R House has 21 days to respond to DeSantis’ complaint after the state’s business regulatory agency threatened to revoke the restaurant’s liquor license for corrupting “the public morals,” according to WPLG. The restaurant called the whole controversy a “misunderstanding” in a statement earlier this week.
Tom Connors, a 45-year-old part-time Miami Beach resident at R House’s Saturday brunch, said he was offended by the governor’s comments. If DeSantis is really worried about exposing children to restaurant employees wearing sexually suggestive outfits, he said, he should go after chains like Clearwater, Florida-based Hooters, where female servers have to wear skimpy tube tops and revealing shorts as uniforms.
“They haven’t done anything equivalent to Hooters, where you can take pictures of little boys with scantily-clad women,” Connors said. “Drag is an art form and it is good to expose children to art. And ultimately it’s up to parents to make those decisions and not state officials. It’s only about parents’ rights when it suits his needs.”
Meanwhile, R House spokesman Larry Carrino told the Sun-Sentinel said the drag shows would go on and “there are no plans to alter operations.”
During the Saturday brunch, the party definitely raged on. Tiffany Fantasia introduced a quartet of drag queens who shimmied and lip-synched to songs by Whitney Houston, Beyonce, Jennifer Lopez, Shakira and Aretha Franklin. The audience roared with approval every time performers did cartwheels and splits.

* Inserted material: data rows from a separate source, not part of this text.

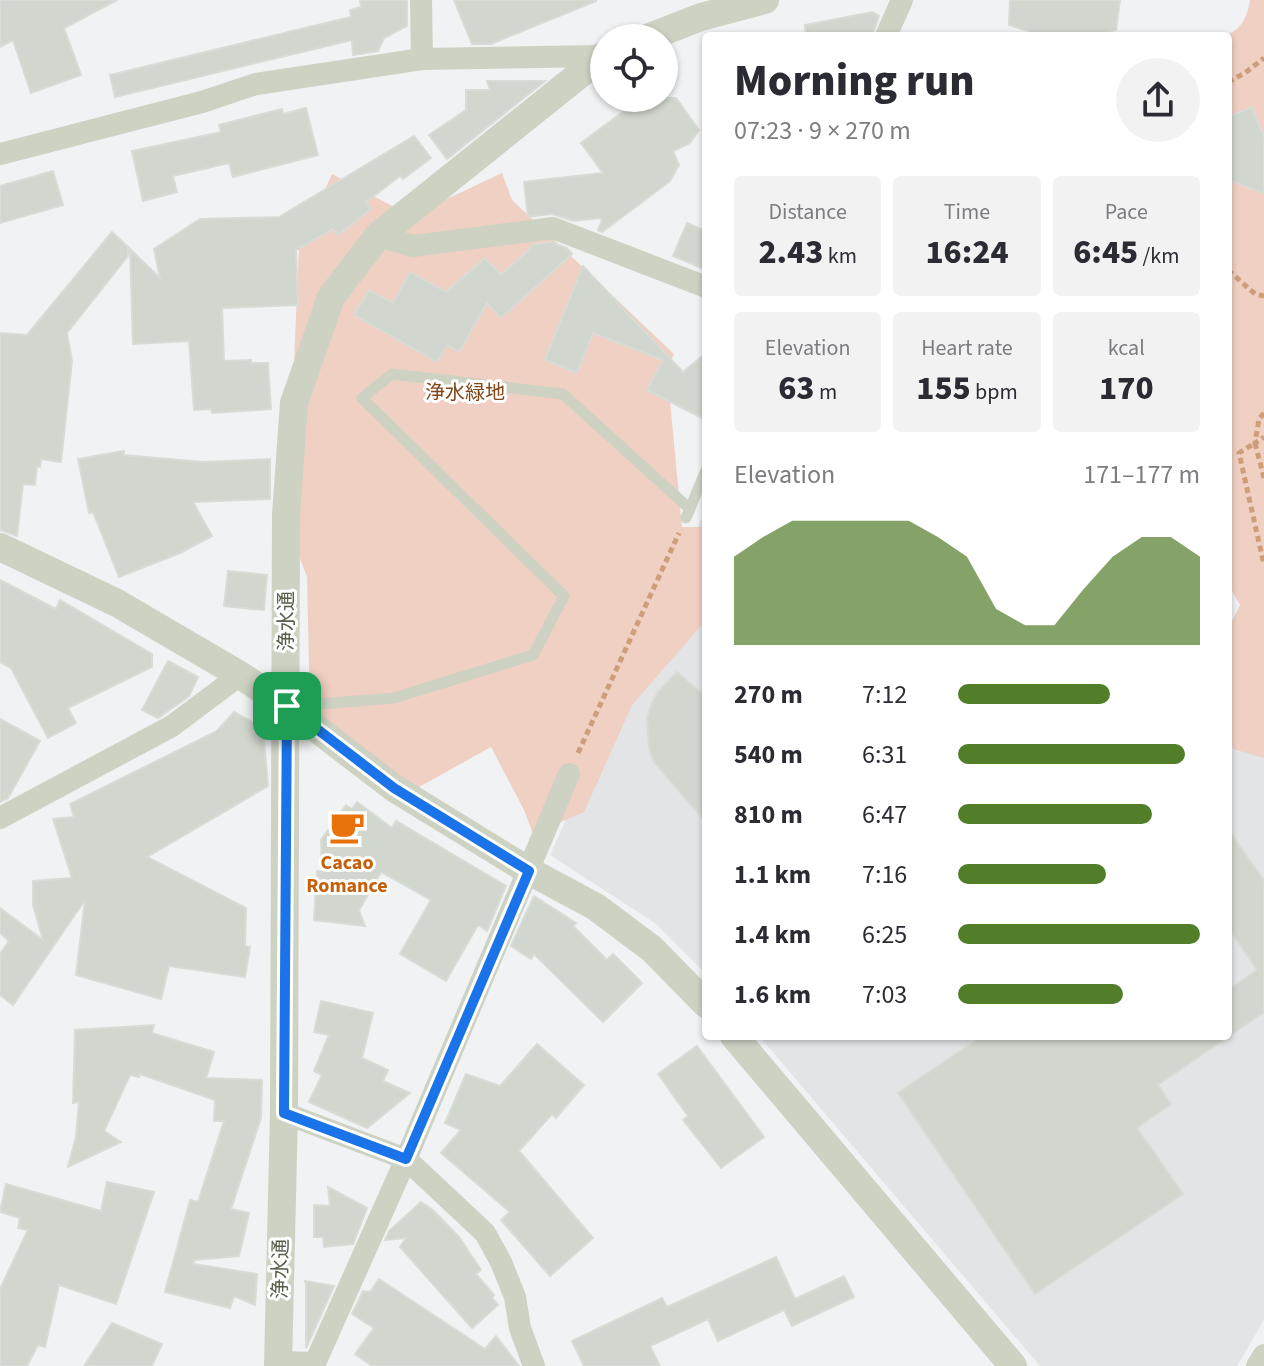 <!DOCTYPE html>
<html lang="en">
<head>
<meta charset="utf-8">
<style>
	:root { --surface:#fff; --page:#f2f2f3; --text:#2b2b33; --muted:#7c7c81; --accent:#527d29 }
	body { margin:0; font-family:"Source Sans 3","Noto Sans JP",sans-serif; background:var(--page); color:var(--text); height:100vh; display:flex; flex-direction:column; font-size:30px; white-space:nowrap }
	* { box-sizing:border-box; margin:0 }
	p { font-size:26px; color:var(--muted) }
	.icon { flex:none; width:44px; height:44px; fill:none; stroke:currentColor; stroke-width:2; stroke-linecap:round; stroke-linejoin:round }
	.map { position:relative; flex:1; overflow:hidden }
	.panel { position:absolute; left:702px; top:32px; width:530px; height:1008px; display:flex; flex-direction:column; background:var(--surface); border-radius:8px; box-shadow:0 2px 6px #0004 }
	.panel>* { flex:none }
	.fabs { position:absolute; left:590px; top:24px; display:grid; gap:16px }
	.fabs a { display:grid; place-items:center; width:88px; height:88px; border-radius:50%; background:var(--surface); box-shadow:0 2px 6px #0004; font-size:40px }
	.pin { position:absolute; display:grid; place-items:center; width:68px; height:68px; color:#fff; margin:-34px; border-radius:16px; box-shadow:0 4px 12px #0006 }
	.round { display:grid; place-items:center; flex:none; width:84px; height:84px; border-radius:42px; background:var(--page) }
	.summary { display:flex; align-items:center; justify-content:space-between; height:136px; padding:0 32px }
	h1 { font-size:44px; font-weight:800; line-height:60px }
	.stats { display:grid; grid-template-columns:repeat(3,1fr); gap:12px; height:136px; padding:8px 32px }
	.stats div { display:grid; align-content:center; border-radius:8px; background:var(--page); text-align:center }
	.stats b { font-size:34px; font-weight:800 }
	.stats small { font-size:22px; font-weight:400 }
	.stats p { font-size:22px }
	.chart { height:224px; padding:16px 32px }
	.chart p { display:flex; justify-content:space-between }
	.chart svg { width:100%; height:144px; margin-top:8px; fill:var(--accent); opacity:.7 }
	ul { padding:0 32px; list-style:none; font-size:26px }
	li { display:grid; grid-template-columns:128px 96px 1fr; align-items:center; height:60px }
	li i { height:20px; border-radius:10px; background:var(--accent) }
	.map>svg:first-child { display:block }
	.education { fill:#e2e4e5 }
	.green { fill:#efd0c2 }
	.building { fill:#d1d6ce; stroke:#d8dcd6; stroke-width:2 }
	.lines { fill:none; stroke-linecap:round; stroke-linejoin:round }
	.path { stroke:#cd9e7a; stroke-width:5; stroke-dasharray:6 4; stroke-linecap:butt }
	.service { stroke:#cdd2c3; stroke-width:11 }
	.minor { stroke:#cdd2c3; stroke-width:22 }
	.tertiary { stroke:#cdd2c3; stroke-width:28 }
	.route-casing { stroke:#fff; stroke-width:16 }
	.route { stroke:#1a73e8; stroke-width:10 }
	.labels { text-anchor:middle; stroke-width:6; stroke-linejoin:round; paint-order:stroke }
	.park-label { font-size:20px; fill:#80461a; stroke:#fff }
	.street-label { font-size:20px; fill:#565f49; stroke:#fff }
	.food-label { font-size:20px; font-weight:bold; fill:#c56008; stroke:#fff }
</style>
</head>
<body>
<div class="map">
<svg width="1264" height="1366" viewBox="0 0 1264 1366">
	<rect width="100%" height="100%" fill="#f1f2f4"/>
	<g class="education">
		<path d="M706,509V974L655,923L550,855Z"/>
		<path d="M1228,730L1231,745L1264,757V1320L1237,1366H1040L759,1036H1228Z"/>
	</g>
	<g class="green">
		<path d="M1250,0H1264V758L1233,749L1228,729V629L1240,605L1228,584V36H1225C1243,27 1246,20 1250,0Z"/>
		<path d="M502,173L512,200L674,354L667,370L682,527H706V620L632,705L584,812L533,834L524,810L491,747L410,792L310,709L307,577L287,524L299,248L332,174L411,216Z"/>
	</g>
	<g class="building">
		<path d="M0,0H117L64,28L81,75L31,93L13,40L0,47Z"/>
		<path d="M360,0H407V26L384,38L378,51L353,55L352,40L115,97L110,75L351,17L350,10L361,7Z"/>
		<path d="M454,0H596V1L491,44H472Z"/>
		<path d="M1010,0H1120L1116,30L1089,36H1030L1029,31L1009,25Z"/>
		<path d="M872,12L879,16L872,36H806L805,25Z"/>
		<path d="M487,81H545L447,159L429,135L466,110V90H490Z"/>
		<path d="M613,98H676L699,130L690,143L673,151L679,165L670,181L602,232L598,230L602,220L600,218L574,221L552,214L528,217L524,182L603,173L581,143L624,111Z"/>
		<path d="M1252,107L1264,137V193L1228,180V117Z"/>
		<path d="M306,108L318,155L233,177L229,163L173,176L177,192L143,201L132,151L221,132L219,125L282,109L283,114Z"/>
		<path d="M414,136L431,158L403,179L400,176L366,202L371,209L338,235L333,229L296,250L298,305L222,308L224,361L251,360V363H268L271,409L212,413L211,409L194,410L189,341L133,344L130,249L160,278L154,249L200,219L279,217Z"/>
		<path d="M53,171L63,205L0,223V186Z"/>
		<path d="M687,223L706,231V270L673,256Z"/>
		<path d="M112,232L128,247V256L67,333L72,361L61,462L41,459L40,467L37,466L35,485L23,484L17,536L0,530V333L27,335Z"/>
		<path d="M551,242L567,248L572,254L501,318L487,303L459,352L447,345L437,362L354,315L369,290L393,303L410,272L446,292L485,258L501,275L531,248V245Z"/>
		<path d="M583,266L683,372L706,353V420L647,390L663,360L593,333L577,373L545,360Z"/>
		<path d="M124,451V455L203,462L270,459V499L193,502L212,536L180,553L119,577L93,512L89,513L78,459Z"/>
		<path d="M228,571L267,575L264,610L224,606Z"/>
		<path d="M0,580L56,609L60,600L152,654V667L68,708L76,723L48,738L11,668L0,662Z"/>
		<path d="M168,661L198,677L189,696L158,718L142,710Z"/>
		<path d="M677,672L706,697V822L653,761L649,747L647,719L651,705L658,692Z"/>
		<path d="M234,712L263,728L268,786L147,857L246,908L245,946L250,947L245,977L169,966L161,999L76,975L85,900L13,1005L0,995V954L9,941L0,933V908L43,940L33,905V881L72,878L53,819L74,817L70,804L217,731Z"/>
		<path d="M0,719L40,741L8,798L0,802Z"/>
		<path d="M357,802L392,828L396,821L506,886L487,931L478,925L446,981L400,954L431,900L381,872L359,910L365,926L314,920L317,871L322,872L321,840L346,805L352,809Z"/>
		<path d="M1228,829L1264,881V1012L1158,1085L1171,1104L1137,1128L1183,1194L1035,1294L898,1093L982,1036H1228V990L1257,970L1228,927Z"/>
		<path d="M534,896L576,923L573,926L607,960L613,954L642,983L603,1022L534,954L531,959L511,946Z"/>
		<path d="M321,1001L373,1013L362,1058L388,1070L383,1081L410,1093L367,1128L309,1102L322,1075L314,1071L329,1035L314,1032Z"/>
		<path d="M154,1025L152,1033L214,1052L206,1078L262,1080L261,1118L231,1209L249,1213L239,1256L194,1260V1264L257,1274L255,1305L234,1296L230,1308L165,1292L190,1200L198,1202L224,1121H214L215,1100L140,1074L139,1077L130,1075L104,1131L121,1142L68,1167L76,1137L79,1102L73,1103L75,1030Z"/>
		<path d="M537,1044L584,1085L556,1118L552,1114L519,1151L593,1238L550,1276L501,1220L510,1212L441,1153L461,1130L445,1123L466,1074L500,1086Z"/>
		<path d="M697,1046L764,1137L721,1168L683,1120L688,1116L658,1074Z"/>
		<path d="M107,1182L154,1192L116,1304L59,1285L45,1347L38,1345L27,1366H0V1289L28,1230L18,1228L20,1218L0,1212L6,1184L101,1211Z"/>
		<path d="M328,1187L367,1208L353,1244L324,1247L323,1237H314V1205L330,1206Z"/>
		<path d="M421,1202L433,1210L459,1237L481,1270L476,1274L494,1295L492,1298L498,1305L472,1328L400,1247L406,1238L385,1240L389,1231Z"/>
		<path d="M776,1257L795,1299L844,1276L854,1297L792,1326L784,1310L718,1341L708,1319L650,1346L660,1366H584L572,1341L662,1298L667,1307Z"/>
		<path d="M379,1279L485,1349L496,1336L519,1366H372L355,1354L374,1328L352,1314L363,1291L370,1292Z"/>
		<path d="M305,1281L334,1286L306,1348V1283Z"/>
		<path d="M112,1323L162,1344L152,1366H84Z"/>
	</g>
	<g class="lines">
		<g class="path">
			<path d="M1228,82L1245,73L1264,58"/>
			<path d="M1228,270L1255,294L1264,296"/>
			<path d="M1264,413L1259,419L1255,443L1264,437"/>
			<path d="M1264,478L1255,443L1239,453L1264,565"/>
			<path d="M578,753L679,533"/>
		</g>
		<g class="service">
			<path d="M686,518L706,470"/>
			<path d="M295,706L394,698L533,655L564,596L362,398L392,374L563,394L690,509"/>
		</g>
		<g class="minor">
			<path d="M421,0L422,59"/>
			<path d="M886,36L902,0"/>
			<path d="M0,154L202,102L256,84L422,59L600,56"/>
			<path d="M378,236L413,246L553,228L706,287"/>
			<path d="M0,818L172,726L240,675"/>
			<path d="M284,1113L406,1159L485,1233L501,1262L515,1297L520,1328L534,1366"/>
			<path d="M278,1362L315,1363L406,1159L569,774"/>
			<path d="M1257,1366L1264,1355"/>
		</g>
		<g class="tertiary">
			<path d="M647,38L701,17L765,0"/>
			<path d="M0,547L117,603L240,675L287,706L394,788L529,871L596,907L652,949L706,1004"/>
			<path d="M734,1036L1013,1366"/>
			<path d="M278,1366L284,1113L286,515L294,403L331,297L378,236L604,55"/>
		</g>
	</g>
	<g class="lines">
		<g class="route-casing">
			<path id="route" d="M287,706L394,788L529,871L406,1159L284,1113Z"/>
		</g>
		<use href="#route" class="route"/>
	</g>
	<defs>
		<g id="cafe-bare" transform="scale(2.76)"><path d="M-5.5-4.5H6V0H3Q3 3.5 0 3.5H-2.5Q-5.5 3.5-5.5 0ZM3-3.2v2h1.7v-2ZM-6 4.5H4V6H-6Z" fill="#e8710a" stroke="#fff" stroke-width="2.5" paint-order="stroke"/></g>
	</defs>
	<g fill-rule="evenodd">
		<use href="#cafe-bare" x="347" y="827"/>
	</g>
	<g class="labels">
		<g class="park-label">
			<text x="465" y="399">浄水緑地</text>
		</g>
		<g class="street-label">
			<text transform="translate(286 621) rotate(-90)" y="7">浄水通</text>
			<text transform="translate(280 1269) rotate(-89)" y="7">浄水通</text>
		</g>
		<g class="food-label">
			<text x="347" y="869">Cacao<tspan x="347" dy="23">Romance</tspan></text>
		</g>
	</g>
</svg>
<div class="fabs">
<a><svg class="icon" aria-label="locate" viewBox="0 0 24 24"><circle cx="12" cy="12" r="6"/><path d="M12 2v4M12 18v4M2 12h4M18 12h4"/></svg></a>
</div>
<div class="pin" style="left:287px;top:706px;background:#1e9e55"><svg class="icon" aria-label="arrive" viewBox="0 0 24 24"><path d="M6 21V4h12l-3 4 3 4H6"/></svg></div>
<section class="panel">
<div class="summary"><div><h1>Morning run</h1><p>07:23 · 9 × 270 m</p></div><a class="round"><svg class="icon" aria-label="share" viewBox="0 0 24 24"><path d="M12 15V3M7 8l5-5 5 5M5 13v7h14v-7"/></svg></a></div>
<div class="stats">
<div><p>Distance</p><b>2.43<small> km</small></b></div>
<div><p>Time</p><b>16:24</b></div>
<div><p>Pace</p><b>6:45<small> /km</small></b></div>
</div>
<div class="stats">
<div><p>Elevation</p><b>63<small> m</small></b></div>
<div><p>Heart rate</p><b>155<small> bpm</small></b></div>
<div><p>kcal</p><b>170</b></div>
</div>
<div class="chart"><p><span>Elevation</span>171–177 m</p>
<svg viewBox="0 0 160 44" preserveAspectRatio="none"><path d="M0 44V17L10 11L20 6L30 6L40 6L50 6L60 6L70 11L80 17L90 33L100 38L110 38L120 27L130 17L140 11L150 11L160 17V44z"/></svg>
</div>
<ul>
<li><b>270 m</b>7:12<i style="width:63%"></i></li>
<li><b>540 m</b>6:31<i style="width:94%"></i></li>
<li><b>810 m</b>6:47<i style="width:80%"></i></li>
<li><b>1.1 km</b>7:16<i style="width:61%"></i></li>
<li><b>1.4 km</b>6:25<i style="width:100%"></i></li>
<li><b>1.6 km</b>7:03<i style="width:68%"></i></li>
</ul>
</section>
</div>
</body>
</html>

The entertainers primarily wore dazzling outfits that didn’t reveal too much skin, except one queen who ripped off her costume and finished her set in a beige one-piece bodysuit with a g-string.
A server, who spoke on the condition of anonymity because management had issued a no-media gag order, said R House didn’t deserve to get caught in the middle of DeSantis’ cultural war. “We have no control over parents who bring their kids here,” he said. “We have gay and straight people working here. We are a family. For us to possibly lose our jobs over some political drama is not right.”
Villalet, the dad with the twin girls, said drag shows are a mainstay of Miami’s entertainment scene. “To be honest, the governor’s complaint is a lot of BS,” he said. “It’s like we are back in the 1800s when we are living in the 21st Century.”
Being an LGBTQ person in Florida feels scary at the moment, Villalet added. “With the ‘Don’t Say Gay’ law, it’s like everything is against us,” he said. “We don’t know what else is going to happen.”